--- Source material ---
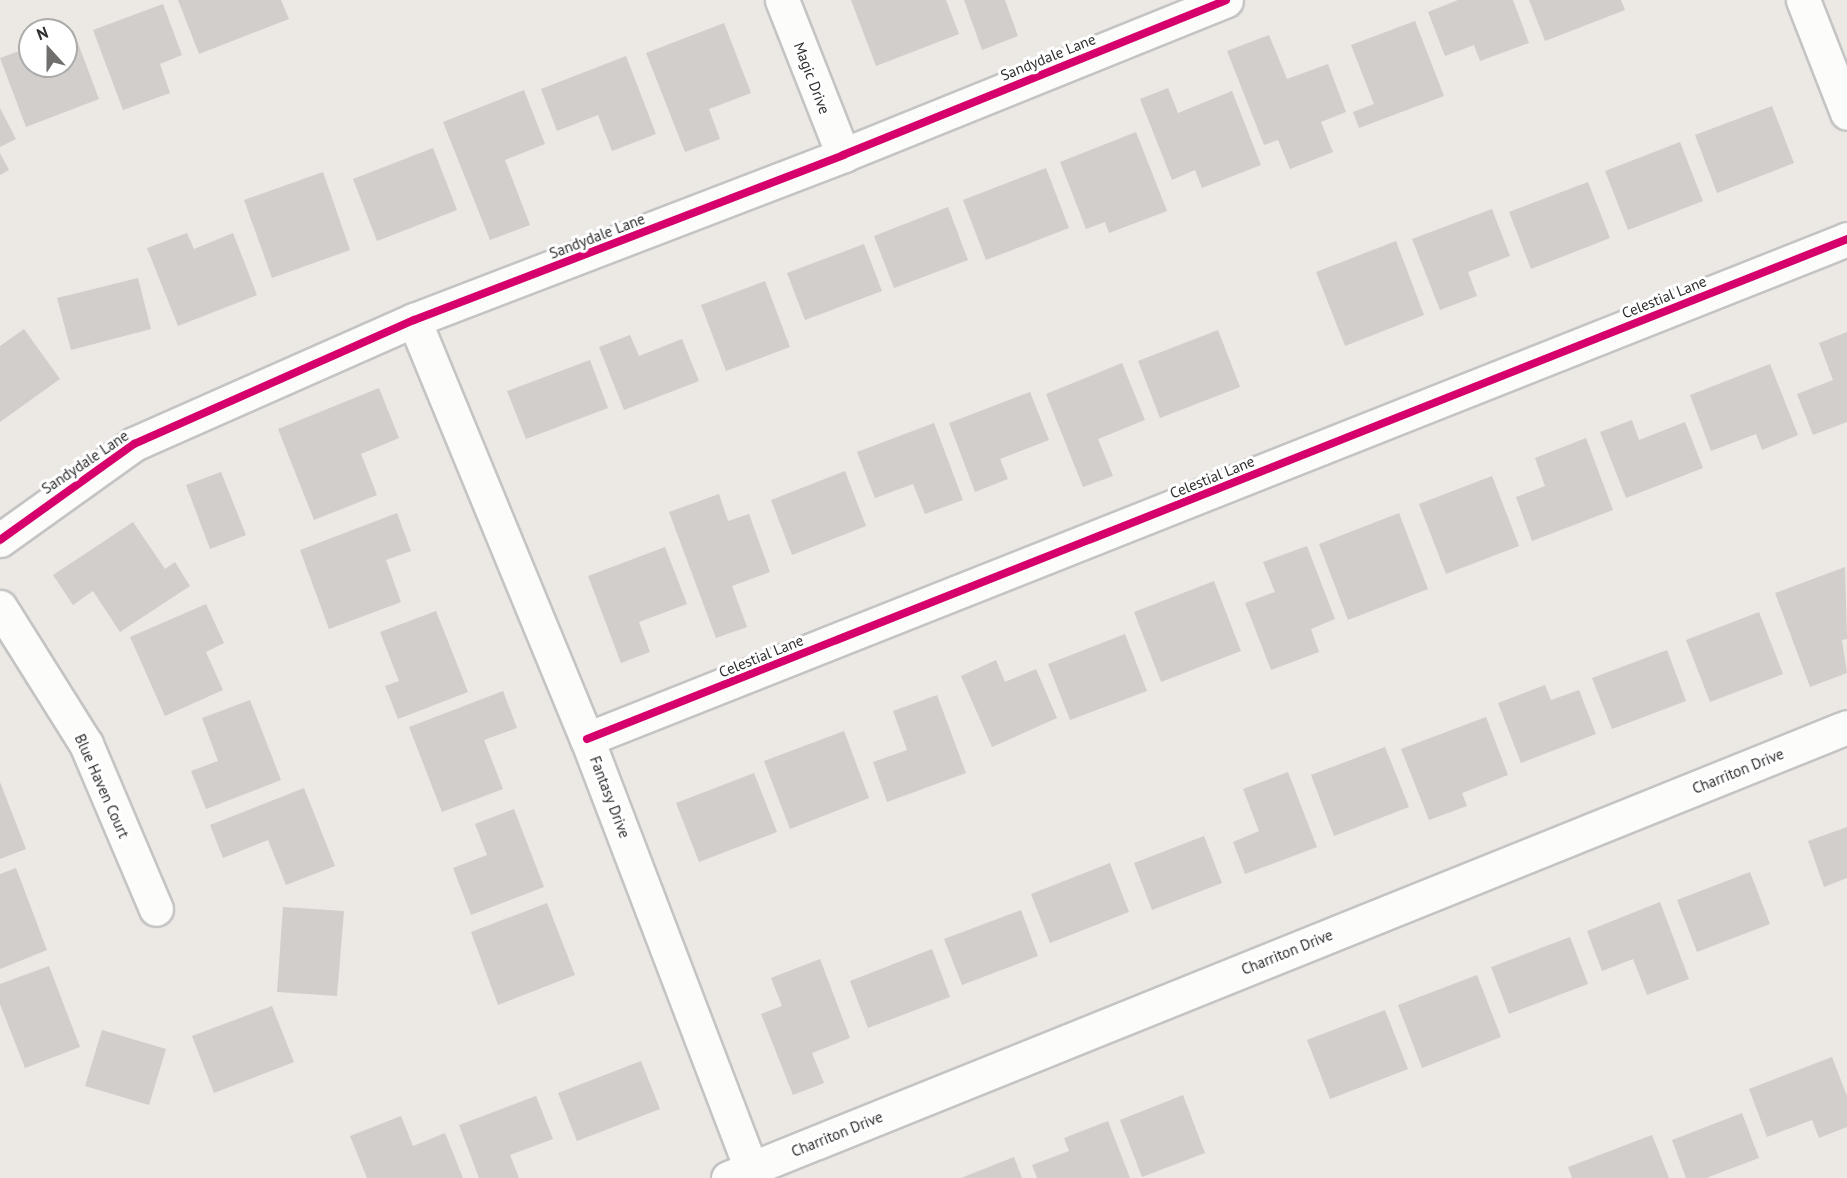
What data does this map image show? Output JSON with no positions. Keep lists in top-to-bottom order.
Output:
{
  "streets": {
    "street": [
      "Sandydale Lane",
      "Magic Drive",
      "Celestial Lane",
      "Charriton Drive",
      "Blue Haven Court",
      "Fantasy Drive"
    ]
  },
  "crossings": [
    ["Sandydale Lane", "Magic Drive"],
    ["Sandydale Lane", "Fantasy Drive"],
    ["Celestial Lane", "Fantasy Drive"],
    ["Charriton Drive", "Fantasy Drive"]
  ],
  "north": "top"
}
---
• **Exercise**: Output everything in the records exactly, leaving pictures out.

• **Response box**:
What data does this map image show? Output JSON with no positions. Keep lists in top-to-bottom order.
Output:
{
  "streets": {
    "street": [
      "Sandydale Lane",
      "Magic Drive",
      "Celestial Lane",
      "Charriton Drive",
      "Blue Haven Court",
      "Fantasy Drive"
    ]
  },
  "crossings": [
    ["Sandydale Lane", "Magic Drive"],
    ["Sandydale Lane", "Fantasy Drive"],
    ["Celestial Lane", "Fantasy Drive"],
    ["Charriton Drive", "Fantasy Drive"]
  ],
  "north": "top"
}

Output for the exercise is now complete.